Data Privacy: The Story of a Paradigm Shift

February 25, 2010 at 10:44 pm 7 comments

Let’s take a break from the Ubercookies series. I’m at the IPAM data privacy workshop in LA, and I want to tell you about the kind of unusual scientific endeavor that it represents. I’ve recently started to write about the process of doing science, what’s good and what’s bad about it, and I expect to have more to say on this topic in this blog.

While “paradigm shift” has become a buzzword, the original sense in which Kuhn used it refers to a specific scientific process. I’ve had the rare experience of witnessing such a paradigm shift unfold, and I may even have played a small part. I am going to tell that story. I hope it will give you a “behind-the-scenes” look into how science works.

I will sidestep the question of whether data privacy is a science. I think it is a science to the extent that computer science is a science. At any rate, I think this narrative provides a nice illustration of Kuhn’s ideas.

First I need to spend some time setting up the scene and the actors. (I’m going to take some liberties and simplify things for the benefit of the broader audience, and I hope my colleagues will forgive me for it.)

The scene.

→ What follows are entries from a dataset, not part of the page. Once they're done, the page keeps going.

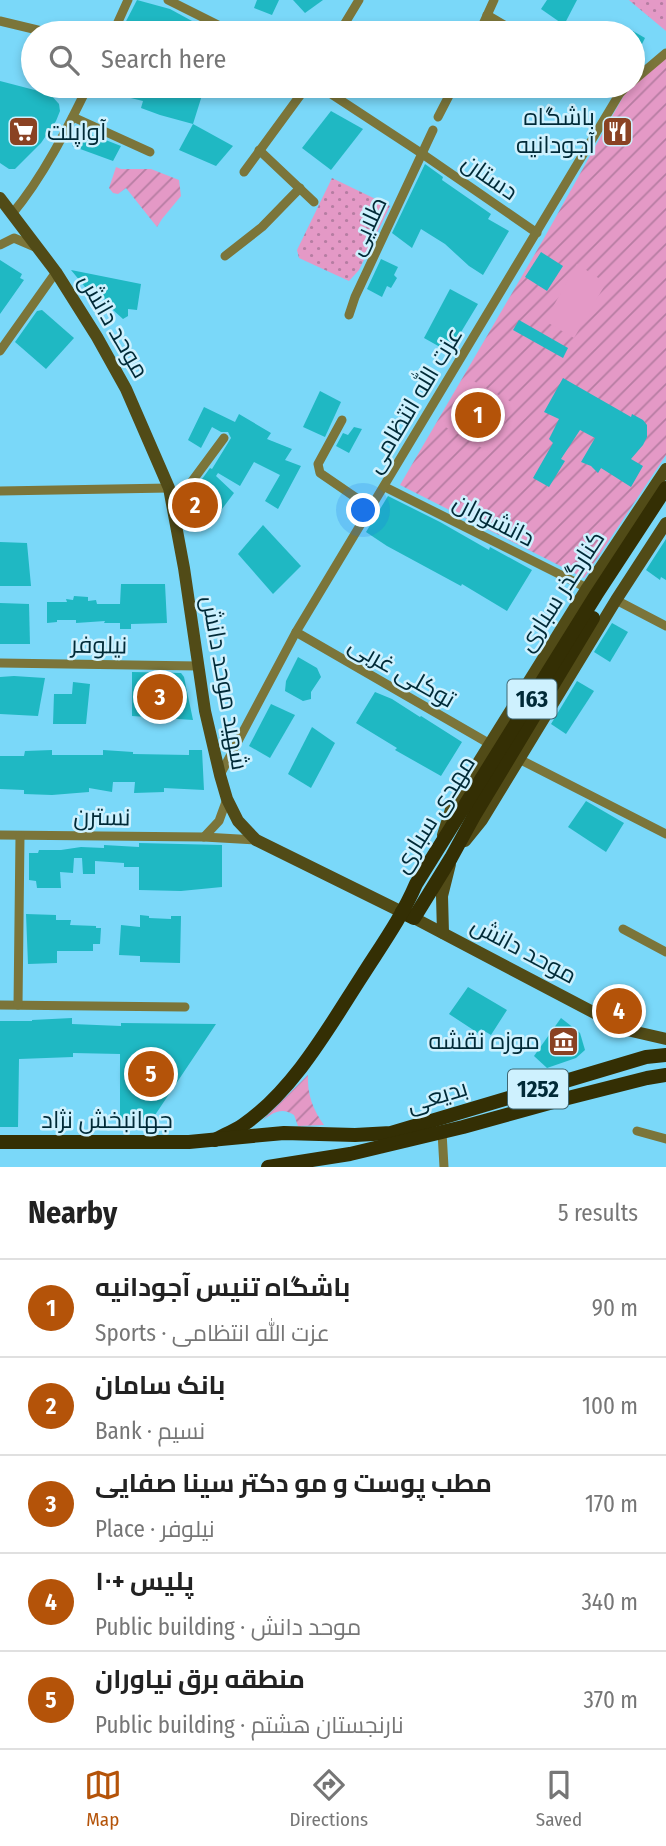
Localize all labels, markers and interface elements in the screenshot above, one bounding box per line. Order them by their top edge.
search box [21,21,645,98]
icon: search [45,41,83,79]
text: Search here [101,44,226,75]
place label: باشگاه آجودانیه [516,103,596,159]
restaurant icon: باشگاه آجودانیه [601,114,635,148]
supermarket icon: آواپلت [7,115,41,149]
place label: آواپلت [47,118,107,148]
street label: دستان [457,148,523,206]
street label: طلایی [341,192,393,260]
street label: موحد دانش [73,269,155,383]
street label: عزت الله انتظامی [358,321,468,478]
pin: 1 [455,389,501,441]
pin: 2 [172,479,218,531]
street label: دانشوران [449,488,539,552]
your location [346,493,380,527]
street label: کنارگذر سباری [512,525,610,657]
street label: شهید موحد دانش [196,594,254,772]
street label: نیلوفر [69,630,127,659]
street label: توکلی غربی [344,630,461,714]
pin: 3 [137,671,183,723]
road number: 163 [508,680,556,719]
street label: مهدی سباری [387,750,481,878]
street label: نسترن [73,803,131,831]
street label: موحد دانش [466,911,582,989]
pin: 4 [596,985,642,1037]
museum icon: موزه نقشه [546,1024,580,1058]
place label: موزه نقشه [428,1027,540,1055]
pin: 5 [128,1048,174,1100]
road number: 1252 [508,1070,568,1108]
street label: بدیعی [403,1074,471,1118]
street label: جهانبخش نژاد [41,1106,173,1134]
text: Nearby [28,1195,117,1231]
text: 5 results [558,1199,638,1227]
text: باشگاه تنیس آجودانیه [95,1272,350,1303]
text: 1 [46,1294,56,1322]
text: 90 m [592,1294,638,1322]
text: Sports · عزت الله انتظامی [95,1319,330,1347]
text: بانک سامان [95,1370,225,1401]
text: 2 [46,1392,56,1420]
text: 100 m [582,1392,638,1420]
text: Bank · نسیم [95,1417,205,1445]
text: مطب پوست و مو دکتر سینا صفایی [95,1468,492,1499]
text: 3 [46,1490,56,1518]
text: 170 m [585,1490,638,1518]
text: Place · نیلوفر [95,1515,215,1543]
text: پلیس +۱۰ [95,1566,194,1597]
text: 4 [45,1588,57,1616]
text: 340 m [582,1588,638,1616]
text: Public building · موحد دانش [95,1613,361,1641]
text: منطقه برق نیاوران [95,1664,305,1695]
text: 5 [45,1686,57,1714]
text: 370 m [584,1686,638,1714]
text: Public building · نارنجستان هشتم [95,1711,404,1739]
tab: Map [84,1766,122,1831]
tab: Directions [290,1766,368,1831]
tab: Saved [536,1766,582,1831]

Privacy research is incredibly multidisciplinary, and this workshop represents one extreme of the spectrum: the math behind data privacy. The mathematical study of privacy in databases centers on one question:

If you have a bunch of data collected from individuals, and you want to let other people do something useful with the data, such as learning correlations, how do you do it without revealing individual information?

There are roughly 3 groups that investigate this question and are represented here:

  • computer scientists with a background in cryptography / theoretical CS
  • computer scientists with a background in databases and data mining
  • statisticians.

This classification is neither exhaustive nor strict, but it will suffice for my current purposes.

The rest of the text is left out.